Much as with matrix rank, eigenvectors (and singular vectors) are going to be useful more for getting a feeling for the properties of a matrix than for their definitional properties.
Here's a definition: an eigenvector of matrix $W\in\mathbb{R}^{d\times d}$ is a vector $\mathbf{v}$ such that it is a unit-norm vector ($\|\mathbf{v}\|=1$), and that
$$ W\mathbf{v} = \sigma \mathbf{v}. $$The scalar value $\sigma$ is the eigenvector's corresponding eigenvalue. So, eigenvectors of $W$ are vectors that are only scaled, not changed in direction. As such, it is only defined for square matrices. Also, the eigenvectors of $W$ are mutually orthogonal.
When a $d\times d$ matrix has $d$ eigenvectors (this is always true when the matrix is symmetric), it can be represented by its eigendecomposition. Let $V\in\mathbb{R}^{d\times d}$ be a matrix of the $d$ eigenvectors, sorted in order of decreasing absolute value of their eigenvalues. Let $\Sigma$ be the diagonal matrix of just the sorted eigenvalues. Then we can represent $W$ as
$$ W = V\Sigma V^\top $$This doesn't seem terribly enlightening to me; I prefer to write it out as the following sum:
$$ W = \sum_{i=1}^{d}\sigma_i V_i V_i^\top, $$where $\sigma_i$ is the $i^\text{th}$ eigenvalue. So, just like in our matrix rank section, we've written the matrix as a sum over simple outer products. But additionally here, intuitively, because we've sorted the eigenvalues in decreasing absolute value, taking only the first $k$ of $d$ values of this sum is like taking the most important components of the matrix. This is true more formally; taking the first $k$ components of this sum computes the best rank-$k$ approximation to $W$ under the Frobenius ($L_2$-like) distance. That is,
$$ \min_{\hat{W} \mid \text{rank}(\hat{W})=k} \|W-\hat{W}\|_F = \sum_{i=1}^{k} \sigma_iV_iV_i^\top $$So intuitively, it's useful to think of the eigendecomposition of a matrix as telling us a decomposition of the function computed by the matrix in decreasing order of importance. If $W$ has $n$ real non-zero eigenvalues, it will be full-rank. But, if the sorted eigenvalues---also called the spectrum---quickly decay, that is, maybe the first is $\sigma_1=1$ and then $\sigma_2=0.5$ and then $\sigma_3=0.25$... and in general $\sigma_i=\frac{1}{2^i}$, then the outer product matrix corresponding to, say, $\sigma_{10}$ has a very small contribution to the matrix! (Note that this is because all the eigenvectors are unit norm, so the outer products $V_iV_i^\top$ can't incorporate a large scaling factor themselves.) So, this matrix, despite being full rank, doesn't feel like a full-rank matrix, since it's well-approximated by lower-rank matrices.

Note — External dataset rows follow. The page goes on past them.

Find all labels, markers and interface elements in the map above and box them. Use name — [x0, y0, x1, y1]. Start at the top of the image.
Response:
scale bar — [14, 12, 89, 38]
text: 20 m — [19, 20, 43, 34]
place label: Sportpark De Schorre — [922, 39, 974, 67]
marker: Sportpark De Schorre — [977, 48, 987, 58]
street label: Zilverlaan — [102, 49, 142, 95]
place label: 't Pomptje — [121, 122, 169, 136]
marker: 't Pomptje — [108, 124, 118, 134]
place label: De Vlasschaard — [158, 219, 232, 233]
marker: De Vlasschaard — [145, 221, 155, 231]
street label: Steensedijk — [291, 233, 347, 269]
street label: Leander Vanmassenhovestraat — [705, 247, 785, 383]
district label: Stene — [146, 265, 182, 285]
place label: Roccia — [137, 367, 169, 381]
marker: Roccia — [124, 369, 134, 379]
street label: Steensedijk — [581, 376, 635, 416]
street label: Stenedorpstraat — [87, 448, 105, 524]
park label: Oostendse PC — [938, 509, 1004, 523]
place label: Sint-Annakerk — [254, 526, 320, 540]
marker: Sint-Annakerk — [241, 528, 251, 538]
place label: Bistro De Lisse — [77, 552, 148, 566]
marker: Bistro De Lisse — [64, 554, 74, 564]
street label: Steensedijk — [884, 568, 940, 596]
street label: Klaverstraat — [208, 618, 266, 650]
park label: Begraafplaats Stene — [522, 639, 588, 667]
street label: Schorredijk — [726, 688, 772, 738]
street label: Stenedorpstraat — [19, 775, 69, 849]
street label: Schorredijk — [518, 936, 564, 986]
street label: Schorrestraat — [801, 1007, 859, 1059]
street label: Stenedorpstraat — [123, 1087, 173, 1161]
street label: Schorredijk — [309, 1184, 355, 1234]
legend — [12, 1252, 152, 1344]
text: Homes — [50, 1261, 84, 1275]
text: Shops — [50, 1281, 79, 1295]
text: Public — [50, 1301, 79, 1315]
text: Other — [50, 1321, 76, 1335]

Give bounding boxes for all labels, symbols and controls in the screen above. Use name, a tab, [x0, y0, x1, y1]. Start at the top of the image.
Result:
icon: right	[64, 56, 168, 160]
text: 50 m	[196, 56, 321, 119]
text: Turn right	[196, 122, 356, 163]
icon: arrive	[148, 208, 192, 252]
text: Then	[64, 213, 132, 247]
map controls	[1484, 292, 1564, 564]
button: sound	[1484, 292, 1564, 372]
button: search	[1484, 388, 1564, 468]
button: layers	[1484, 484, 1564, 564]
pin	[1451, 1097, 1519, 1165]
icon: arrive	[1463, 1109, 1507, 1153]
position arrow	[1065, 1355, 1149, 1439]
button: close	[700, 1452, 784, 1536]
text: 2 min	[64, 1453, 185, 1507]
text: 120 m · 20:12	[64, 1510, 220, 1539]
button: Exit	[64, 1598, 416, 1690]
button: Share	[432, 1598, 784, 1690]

Some square matrices over the reals $\mathbb{R}$ don't have $n$ eigenvectors2. Many matrices are not square.3 In these cases, we can't use the intuitions we've built about the eigendecomposition to reason about the properties of matrices. However, we can do something basically just as good for these intuitive purposes, leveraging the connnected idea of singular vectors.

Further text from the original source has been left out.